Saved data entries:
★ ★ ★

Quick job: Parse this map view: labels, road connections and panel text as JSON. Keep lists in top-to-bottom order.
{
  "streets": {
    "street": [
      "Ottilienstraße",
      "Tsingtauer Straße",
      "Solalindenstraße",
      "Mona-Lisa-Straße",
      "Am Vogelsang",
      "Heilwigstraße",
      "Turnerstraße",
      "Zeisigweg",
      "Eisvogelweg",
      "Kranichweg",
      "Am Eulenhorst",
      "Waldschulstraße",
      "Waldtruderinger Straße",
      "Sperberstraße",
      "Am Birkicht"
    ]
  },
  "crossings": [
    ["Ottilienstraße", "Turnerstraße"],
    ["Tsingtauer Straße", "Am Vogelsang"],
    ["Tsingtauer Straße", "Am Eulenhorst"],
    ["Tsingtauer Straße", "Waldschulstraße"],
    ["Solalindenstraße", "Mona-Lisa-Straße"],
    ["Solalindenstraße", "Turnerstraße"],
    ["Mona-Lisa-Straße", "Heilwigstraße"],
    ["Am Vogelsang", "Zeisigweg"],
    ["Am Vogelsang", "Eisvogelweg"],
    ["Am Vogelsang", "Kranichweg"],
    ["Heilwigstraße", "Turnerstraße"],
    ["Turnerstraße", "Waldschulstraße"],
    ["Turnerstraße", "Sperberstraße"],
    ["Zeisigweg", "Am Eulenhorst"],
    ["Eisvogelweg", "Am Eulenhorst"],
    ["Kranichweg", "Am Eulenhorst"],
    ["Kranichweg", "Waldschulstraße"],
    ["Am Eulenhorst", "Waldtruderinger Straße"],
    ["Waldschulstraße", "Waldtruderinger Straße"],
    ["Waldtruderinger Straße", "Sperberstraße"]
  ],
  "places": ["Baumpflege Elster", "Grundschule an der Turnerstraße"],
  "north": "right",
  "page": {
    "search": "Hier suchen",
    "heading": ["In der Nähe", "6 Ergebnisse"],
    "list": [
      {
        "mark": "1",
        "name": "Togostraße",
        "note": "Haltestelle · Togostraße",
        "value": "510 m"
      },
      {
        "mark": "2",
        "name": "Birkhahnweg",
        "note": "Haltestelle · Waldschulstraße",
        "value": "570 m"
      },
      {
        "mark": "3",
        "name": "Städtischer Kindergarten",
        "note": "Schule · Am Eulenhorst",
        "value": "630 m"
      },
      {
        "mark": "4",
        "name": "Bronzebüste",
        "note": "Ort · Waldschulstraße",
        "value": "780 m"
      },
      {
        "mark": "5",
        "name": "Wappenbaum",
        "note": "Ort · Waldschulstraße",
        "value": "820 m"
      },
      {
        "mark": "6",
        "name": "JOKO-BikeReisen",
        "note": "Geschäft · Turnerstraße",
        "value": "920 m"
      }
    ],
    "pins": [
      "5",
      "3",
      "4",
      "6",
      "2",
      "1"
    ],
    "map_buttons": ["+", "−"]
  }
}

★ ★ ★

→ THE PROBLEM: Every entry needs to be copied again, word for word.

→ SOLVED PROBLEM:
Quick job: Parse this map view: labels, road connections and panel text as JSON. Keep lists in top-to-bottom order.
{
  "streets": {
    "street": [
      "Ottilienstraße",
      "Tsingtauer Straße",
      "Solalindenstraße",
      "Mona-Lisa-Straße",
      "Am Vogelsang",
      "Heilwigstraße",
      "Turnerstraße",
      "Zeisigweg",
      "Eisvogelweg",
      "Kranichweg",
      "Am Eulenhorst",
      "Waldschulstraße",
      "Waldtruderinger Straße",
      "Sperberstraße",
      "Am Birkicht"
    ]
  },
  "crossings": [
    ["Ottilienstraße", "Turnerstraße"],
    ["Tsingtauer Straße", "Am Vogelsang"],
    ["Tsingtauer Straße", "Am Eulenhorst"],
    ["Tsingtauer Straße", "Waldschulstraße"],
    ["Solalindenstraße", "Mona-Lisa-Straße"],
    ["Solalindenstraße", "Turnerstraße"],
    ["Mona-Lisa-Straße", "Heilwigstraße"],
    ["Am Vogelsang", "Zeisigweg"],
    ["Am Vogelsang", "Eisvogelweg"],
    ["Am Vogelsang", "Kranichweg"],
    ["Heilwigstraße", "Turnerstraße"],
    ["Turnerstraße", "Waldschulstraße"],
    ["Turnerstraße", "Sperberstraße"],
    ["Zeisigweg", "Am Eulenhorst"],
    ["Eisvogelweg", "Am Eulenhorst"],
    ["Kranichweg", "Am Eulenhorst"],
    ["Kranichweg", "Waldschulstraße"],
    ["Am Eulenhorst", "Waldtruderinger Straße"],
    ["Waldschulstraße", "Waldtruderinger Straße"],
    ["Waldtruderinger Straße", "Sperberstraße"]
  ],
  "places": ["Baumpflege Elster", "Grundschule an der Turnerstraße"],
  "north": "right",
  "page": {
    "search": "Hier suchen",
    "heading": ["In der Nähe", "6 Ergebnisse"],
    "list": [
      {
        "mark": "1",
        "name": "Togostraße",
        "note": "Haltestelle · Togostraße",
        "value": "510 m"
      },
      {
        "mark": "2",
        "name": "Birkhahnweg",
        "note": "Haltestelle · Waldschulstraße",
        "value": "570 m"
      },
      {
        "mark": "3",
        "name": "Städtischer Kindergarten",
        "note": "Schule · Am Eulenhorst",
        "value": "630 m"
      },
      {
        "mark": "4",
        "name": "Bronzebüste",
        "note": "Ort · Waldschulstraße",
        "value": "780 m"
      },
      {
        "mark": "5",
        "name": "Wappenbaum",
        "note": "Ort · Waldschulstraße",
        "value": "820 m"
      },
      {
        "mark": "6",
        "name": "JOKO-BikeReisen",
        "note": "Geschäft · Turnerstraße",
        "value": "920 m"
      }
    ],
    "pins": [
      "5",
      "3",
      "4",
      "6",
      "2",
      "1"
    ],
    "map_buttons": ["+", "−"]
  }
}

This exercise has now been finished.